Hi Daniel,
I am not opposed to porting parts of the bindings to C for optimization purposes. However, from my experience, coming up with better caching strategies, using lazy evaluation, and really questioning the mechanics from a higher level can sometime be much more effective than just porting from one language to another. I would also like to see analysis showing profiles and attempts at using a number of Python optimizations and movement of smaller discrete functions to C where possible. I don't think the path should be a before and after showing "it's faster when this large amount code is ported to C".
In terms of maintenance cost, it seems we are in a constant battle trying to fix memory and reference leaks on the C side of things [1]. So this definitely biases me towards wanting to keep things in Python and in fact move more C over to Python [2]. Again I am not opposed, I would just like to see it done in such a way that peer reviewable/reproducible analysis is available and an the attempt is made with small patches which can stand on their own to achieve the overall goal. This allows for:
1. Easier review
2. More focus on unit testing
3. Less chance of regression
Additionally it would be helpful to see a larger profile of app launch times in Sugar. Just isolating the importing of Gtk may bias the optimization focus towards a module heavy with Python overrides, which might not be want you want?
Doing a quick profile and taking a look at module.py and types.py, a number of things stick out:
$ cat profile_test.py
from gi.repository import GObject, Gio, GLib, Gtk, Gdk, Pango, Clutter, Gst
$ python -m cProfile -s tottime profile_test.py
93580 function calls (92149 primitive calls) in 0.106 seconds
Ordered by: internal time
ncalls tottime cumtime filename:lineno(function)
46 0.021 0.021 {method 'invoke' of 'gi.CallableInfo' objects}
2436 0.008 0.019 types.py:72(get_callable_info_doc_string)
11293 0.005 0.005 {method 'get_name' of 'gi.BaseInfo' objects}
2436 0.005 0.026 types.py:101(update_func)
185/162 0.004 0.053 module.py:130(__getattr__)
287 0.003 0.003 {method 'get_g_type' of 'gi.RegisteredTypeInfo' objects}
2436 0.003 0.005 types.py:53(split_function_info_args)
131 0.003 0.033 types.py:151(_setup_methods)
2317 0.002 0.027 types.py:110(Function)
2482 0.002 0.002 {method 'get_pytype_hint' of 'gi.ArgInfo' objects}
Line by line, I will be adding the related tickets as dependencies of this tracking ticket [3].
46 0.021 0.021 {method 'invoke' of 'gi.CallableInfo' objects}
This might be a performance regression caused by "type_from_name" being moved from static C bindings to introspection, it is used in the GObject overrides to create the series of pre-defined "TYPE_XYZ" module variables [4]. Simple enough to move type_from_name back to C if it helps. Added ticket [5].
2436 0.008 0.019 types.py:72(get_callable_info_doc_string)

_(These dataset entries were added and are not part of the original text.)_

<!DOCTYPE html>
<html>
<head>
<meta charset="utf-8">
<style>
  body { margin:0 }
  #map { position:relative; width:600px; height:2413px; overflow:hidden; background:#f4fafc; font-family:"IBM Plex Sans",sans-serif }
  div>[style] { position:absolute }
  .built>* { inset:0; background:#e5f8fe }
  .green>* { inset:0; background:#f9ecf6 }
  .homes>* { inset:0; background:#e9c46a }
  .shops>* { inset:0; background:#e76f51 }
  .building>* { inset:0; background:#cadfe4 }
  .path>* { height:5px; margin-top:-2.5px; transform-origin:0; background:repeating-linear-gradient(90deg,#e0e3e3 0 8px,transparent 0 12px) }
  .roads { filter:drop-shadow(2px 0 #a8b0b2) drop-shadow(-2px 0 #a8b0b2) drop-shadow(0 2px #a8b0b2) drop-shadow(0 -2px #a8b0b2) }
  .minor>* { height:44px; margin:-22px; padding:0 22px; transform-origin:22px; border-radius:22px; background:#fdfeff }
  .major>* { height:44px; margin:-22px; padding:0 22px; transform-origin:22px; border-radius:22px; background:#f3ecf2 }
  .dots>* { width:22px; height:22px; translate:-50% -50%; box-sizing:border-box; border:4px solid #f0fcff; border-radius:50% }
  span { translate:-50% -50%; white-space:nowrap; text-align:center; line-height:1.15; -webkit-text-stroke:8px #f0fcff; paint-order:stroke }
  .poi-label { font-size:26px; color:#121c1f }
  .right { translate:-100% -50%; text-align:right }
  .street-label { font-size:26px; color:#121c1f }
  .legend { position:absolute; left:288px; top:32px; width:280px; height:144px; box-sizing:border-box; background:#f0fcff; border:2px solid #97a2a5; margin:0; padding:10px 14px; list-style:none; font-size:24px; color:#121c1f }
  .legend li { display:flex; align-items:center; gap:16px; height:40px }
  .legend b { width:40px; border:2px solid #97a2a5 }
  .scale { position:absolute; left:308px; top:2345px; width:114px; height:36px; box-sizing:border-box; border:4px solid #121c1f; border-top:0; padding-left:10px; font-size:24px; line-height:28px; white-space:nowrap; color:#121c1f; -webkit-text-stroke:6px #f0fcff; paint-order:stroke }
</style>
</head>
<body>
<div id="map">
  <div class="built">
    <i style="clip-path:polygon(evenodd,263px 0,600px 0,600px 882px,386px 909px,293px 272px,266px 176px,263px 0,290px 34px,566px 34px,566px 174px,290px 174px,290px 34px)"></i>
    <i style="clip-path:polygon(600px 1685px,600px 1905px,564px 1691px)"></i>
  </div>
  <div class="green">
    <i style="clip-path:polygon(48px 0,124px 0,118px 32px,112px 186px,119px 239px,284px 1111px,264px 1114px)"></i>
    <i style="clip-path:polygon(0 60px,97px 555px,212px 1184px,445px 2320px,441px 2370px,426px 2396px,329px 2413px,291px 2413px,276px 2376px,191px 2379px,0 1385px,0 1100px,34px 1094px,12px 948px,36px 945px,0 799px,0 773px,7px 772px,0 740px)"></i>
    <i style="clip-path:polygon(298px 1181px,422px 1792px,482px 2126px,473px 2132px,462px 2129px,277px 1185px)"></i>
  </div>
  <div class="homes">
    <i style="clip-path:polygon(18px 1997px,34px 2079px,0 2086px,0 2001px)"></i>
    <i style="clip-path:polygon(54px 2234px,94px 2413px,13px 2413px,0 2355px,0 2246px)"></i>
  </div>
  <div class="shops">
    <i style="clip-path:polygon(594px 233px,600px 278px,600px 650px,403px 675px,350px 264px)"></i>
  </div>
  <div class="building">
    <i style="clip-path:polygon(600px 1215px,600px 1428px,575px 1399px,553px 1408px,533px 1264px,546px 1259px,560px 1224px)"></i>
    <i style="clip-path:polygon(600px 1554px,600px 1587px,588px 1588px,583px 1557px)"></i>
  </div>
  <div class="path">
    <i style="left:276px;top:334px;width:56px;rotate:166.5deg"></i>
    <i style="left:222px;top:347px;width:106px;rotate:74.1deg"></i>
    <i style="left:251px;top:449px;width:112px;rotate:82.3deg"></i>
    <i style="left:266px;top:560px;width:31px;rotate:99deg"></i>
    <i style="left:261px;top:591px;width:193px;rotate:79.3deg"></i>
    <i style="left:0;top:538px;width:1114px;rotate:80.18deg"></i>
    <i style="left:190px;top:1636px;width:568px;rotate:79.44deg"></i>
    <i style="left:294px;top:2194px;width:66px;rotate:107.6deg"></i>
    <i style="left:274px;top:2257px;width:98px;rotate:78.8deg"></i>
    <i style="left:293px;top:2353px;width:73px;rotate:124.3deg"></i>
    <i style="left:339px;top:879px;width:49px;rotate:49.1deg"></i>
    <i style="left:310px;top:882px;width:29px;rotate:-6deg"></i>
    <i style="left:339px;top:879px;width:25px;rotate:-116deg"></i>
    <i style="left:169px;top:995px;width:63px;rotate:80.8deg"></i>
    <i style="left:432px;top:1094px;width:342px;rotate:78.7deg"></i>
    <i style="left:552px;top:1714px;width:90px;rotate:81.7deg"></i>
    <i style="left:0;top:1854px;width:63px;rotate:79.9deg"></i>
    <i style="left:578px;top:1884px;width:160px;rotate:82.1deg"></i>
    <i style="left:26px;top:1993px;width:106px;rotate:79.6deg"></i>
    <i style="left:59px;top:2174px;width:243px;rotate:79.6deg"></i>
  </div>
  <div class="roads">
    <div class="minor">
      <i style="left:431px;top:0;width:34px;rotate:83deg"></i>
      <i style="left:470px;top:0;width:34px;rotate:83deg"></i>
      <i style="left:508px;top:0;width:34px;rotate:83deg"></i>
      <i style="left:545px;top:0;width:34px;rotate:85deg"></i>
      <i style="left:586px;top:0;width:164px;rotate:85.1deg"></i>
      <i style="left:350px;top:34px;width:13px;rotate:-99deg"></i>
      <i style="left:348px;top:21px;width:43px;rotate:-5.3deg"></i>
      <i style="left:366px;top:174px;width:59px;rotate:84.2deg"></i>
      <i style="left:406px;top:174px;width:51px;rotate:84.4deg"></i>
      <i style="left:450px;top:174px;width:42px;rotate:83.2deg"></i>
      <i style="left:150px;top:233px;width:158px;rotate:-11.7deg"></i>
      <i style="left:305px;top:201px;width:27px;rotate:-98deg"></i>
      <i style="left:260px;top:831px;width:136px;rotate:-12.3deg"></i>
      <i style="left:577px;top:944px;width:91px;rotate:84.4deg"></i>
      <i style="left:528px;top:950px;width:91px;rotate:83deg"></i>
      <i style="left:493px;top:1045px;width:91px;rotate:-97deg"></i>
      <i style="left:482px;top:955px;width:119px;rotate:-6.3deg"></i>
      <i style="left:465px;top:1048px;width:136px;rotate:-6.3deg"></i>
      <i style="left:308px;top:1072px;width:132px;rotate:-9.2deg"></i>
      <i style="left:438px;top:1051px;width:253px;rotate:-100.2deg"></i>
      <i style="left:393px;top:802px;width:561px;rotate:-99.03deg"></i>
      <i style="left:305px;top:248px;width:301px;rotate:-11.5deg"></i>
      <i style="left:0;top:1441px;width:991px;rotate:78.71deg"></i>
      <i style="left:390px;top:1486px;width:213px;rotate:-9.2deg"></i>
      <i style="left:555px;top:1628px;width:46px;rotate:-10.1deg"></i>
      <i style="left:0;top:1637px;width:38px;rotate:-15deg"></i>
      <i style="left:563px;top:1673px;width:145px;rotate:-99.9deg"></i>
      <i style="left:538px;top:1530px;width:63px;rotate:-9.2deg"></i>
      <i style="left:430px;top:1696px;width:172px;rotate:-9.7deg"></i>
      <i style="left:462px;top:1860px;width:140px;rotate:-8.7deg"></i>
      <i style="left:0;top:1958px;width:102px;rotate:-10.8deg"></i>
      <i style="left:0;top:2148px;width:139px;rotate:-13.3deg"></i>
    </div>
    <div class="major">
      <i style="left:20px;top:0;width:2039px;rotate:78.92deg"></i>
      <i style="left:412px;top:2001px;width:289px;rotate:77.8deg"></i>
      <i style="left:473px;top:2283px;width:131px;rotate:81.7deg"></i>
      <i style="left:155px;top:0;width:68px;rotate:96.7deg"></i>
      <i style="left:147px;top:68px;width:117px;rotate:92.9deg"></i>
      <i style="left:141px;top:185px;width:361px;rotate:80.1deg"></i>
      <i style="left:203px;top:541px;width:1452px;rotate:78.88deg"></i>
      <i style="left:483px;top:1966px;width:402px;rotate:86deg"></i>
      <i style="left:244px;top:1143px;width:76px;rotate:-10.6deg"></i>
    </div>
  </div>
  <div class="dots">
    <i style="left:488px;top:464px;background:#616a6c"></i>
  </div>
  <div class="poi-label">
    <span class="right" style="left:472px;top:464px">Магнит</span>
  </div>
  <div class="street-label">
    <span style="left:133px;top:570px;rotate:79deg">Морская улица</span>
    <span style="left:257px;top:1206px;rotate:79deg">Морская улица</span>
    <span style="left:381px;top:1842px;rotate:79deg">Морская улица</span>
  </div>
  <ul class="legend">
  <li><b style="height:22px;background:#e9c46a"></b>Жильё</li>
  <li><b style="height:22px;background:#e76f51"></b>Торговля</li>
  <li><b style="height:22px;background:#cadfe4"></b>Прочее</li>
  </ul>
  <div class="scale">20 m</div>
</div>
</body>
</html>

2436 0.003 0.005 types.py:53(split_function_info_args)
This is __doc__ string creation code. This could be moved to C but a much easier optimization would be to make it lazy. So the code is only executed when the __doc__ string is accessed (and then cached). Logged as an addition to [6].
11293 0.005 0.005 {method 'get_name' of 'gi.BaseInfo' objects}
A handful of load time code locations call this. A number of these calls would go away with lazy __doc__ evaluation and additional optimizations described below:
2436 0.005 0.000 0.026 0.000 types.py:101(update_func)
This is used as a decorator for wrapping every function/method brought in by gi. The good news is it can completely go away if we want. By providing the double-under attributes set on function objects directly on the info struct, we would no longer need the wrapped function objects. Consider the following [7]:
Foo.bar = Function(bar_info)
becomes
Foo.bar = bar_info
Not only would this cut the number of function objects in half, it might also optimize call times because we remove an additional indirection of python calls. Logged as [6]
All of this takes us back to __getattr__ being on the top of a profile again. In which case we should ask why is it getting called at all? A simple print statement shows without a doubt every access during module load is due to that attr being overridden. This goes back to the question of using the importing of Gtk as our performance measure as it will bias the optimization effort to a module heavy with overrides. Do Sugar apps also import many non-overridden modules?
There are also some larger sweeping optimizations described in [8] and [9]. Likewise we currently create wrappers for GObject class objects for everything in a module, i.e. WidgetClass, ButtonClass... However, I don't think these are even useable so we should skip them until [10] is resolved (which may also allow avoidance of them).